Extracted records

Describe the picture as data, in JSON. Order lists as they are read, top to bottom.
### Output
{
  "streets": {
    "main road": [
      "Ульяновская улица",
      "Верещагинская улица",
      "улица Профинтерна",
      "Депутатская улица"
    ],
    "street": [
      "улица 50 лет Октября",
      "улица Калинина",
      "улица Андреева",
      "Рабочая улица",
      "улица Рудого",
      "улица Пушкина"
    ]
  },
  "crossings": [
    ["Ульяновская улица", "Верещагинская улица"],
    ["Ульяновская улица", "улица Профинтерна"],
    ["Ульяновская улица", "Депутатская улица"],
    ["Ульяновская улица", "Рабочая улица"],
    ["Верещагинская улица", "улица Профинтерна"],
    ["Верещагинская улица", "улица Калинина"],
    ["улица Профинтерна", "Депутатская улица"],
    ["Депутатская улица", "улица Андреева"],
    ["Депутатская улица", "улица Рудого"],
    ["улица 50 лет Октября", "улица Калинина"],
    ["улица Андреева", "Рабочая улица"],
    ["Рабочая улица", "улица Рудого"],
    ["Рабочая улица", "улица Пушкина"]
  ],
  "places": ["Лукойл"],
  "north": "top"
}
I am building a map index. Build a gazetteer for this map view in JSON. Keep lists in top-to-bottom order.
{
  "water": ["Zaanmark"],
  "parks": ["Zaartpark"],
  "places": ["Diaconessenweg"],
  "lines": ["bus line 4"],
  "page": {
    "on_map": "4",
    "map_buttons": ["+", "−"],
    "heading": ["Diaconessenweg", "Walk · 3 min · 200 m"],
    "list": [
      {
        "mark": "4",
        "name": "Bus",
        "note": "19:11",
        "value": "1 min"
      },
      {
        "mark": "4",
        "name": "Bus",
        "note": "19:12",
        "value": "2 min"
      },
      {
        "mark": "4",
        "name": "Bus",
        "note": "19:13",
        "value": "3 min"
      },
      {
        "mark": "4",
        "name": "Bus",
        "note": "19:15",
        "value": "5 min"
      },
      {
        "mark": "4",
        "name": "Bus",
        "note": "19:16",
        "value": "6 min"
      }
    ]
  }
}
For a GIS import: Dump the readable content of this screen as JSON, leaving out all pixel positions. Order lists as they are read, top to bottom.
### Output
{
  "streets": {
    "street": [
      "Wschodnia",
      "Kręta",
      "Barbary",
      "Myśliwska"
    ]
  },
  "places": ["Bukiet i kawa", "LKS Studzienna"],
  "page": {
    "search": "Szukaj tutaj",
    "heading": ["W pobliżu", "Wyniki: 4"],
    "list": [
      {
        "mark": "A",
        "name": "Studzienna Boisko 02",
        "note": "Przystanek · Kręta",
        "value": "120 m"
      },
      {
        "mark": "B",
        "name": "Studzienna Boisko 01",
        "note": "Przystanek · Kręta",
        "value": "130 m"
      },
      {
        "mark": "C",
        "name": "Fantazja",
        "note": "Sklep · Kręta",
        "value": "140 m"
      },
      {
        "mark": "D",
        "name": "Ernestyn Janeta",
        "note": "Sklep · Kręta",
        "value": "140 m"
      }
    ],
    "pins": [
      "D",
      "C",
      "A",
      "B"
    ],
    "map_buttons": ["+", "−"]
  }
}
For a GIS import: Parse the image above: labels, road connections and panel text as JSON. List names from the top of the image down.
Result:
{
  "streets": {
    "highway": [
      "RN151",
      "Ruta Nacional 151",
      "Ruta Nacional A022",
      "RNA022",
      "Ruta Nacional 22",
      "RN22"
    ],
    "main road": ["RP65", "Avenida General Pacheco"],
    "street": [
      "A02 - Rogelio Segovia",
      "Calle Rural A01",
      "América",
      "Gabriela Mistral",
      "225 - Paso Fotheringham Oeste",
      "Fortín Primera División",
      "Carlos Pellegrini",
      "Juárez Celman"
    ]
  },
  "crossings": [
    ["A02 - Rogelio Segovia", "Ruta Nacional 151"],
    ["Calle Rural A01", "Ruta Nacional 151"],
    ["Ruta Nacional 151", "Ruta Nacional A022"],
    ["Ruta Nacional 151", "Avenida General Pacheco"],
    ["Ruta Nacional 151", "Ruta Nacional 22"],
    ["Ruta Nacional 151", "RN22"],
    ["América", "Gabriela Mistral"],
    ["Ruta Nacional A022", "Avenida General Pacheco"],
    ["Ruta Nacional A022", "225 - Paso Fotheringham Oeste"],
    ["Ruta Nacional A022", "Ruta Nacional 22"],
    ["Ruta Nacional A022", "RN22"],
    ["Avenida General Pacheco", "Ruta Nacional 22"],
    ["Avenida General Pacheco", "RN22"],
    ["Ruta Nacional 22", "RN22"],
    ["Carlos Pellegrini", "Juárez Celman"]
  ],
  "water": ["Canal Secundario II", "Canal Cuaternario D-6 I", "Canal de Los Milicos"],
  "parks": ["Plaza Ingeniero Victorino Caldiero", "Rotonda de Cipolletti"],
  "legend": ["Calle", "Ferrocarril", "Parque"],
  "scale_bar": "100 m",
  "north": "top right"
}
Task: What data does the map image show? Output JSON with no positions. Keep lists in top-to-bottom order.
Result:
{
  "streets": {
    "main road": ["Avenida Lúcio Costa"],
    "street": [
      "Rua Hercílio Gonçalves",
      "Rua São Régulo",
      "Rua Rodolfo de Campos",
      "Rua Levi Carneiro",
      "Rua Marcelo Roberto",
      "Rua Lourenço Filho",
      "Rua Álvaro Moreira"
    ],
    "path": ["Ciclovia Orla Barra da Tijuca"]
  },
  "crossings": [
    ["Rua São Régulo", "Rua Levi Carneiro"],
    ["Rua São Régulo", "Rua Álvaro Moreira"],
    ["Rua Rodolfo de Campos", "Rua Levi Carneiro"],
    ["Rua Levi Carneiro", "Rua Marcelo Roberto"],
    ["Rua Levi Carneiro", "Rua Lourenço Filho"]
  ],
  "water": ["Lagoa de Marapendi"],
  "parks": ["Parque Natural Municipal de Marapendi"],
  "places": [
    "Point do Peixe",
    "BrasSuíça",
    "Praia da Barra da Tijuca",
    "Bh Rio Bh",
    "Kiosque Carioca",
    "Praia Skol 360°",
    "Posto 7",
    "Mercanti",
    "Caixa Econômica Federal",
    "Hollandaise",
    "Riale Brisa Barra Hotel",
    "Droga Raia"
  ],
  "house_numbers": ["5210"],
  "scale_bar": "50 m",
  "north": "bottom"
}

Problem: From the records above, tally every line that includes the word "Депутатская" and reply with the total by itself.

Result for this task: 5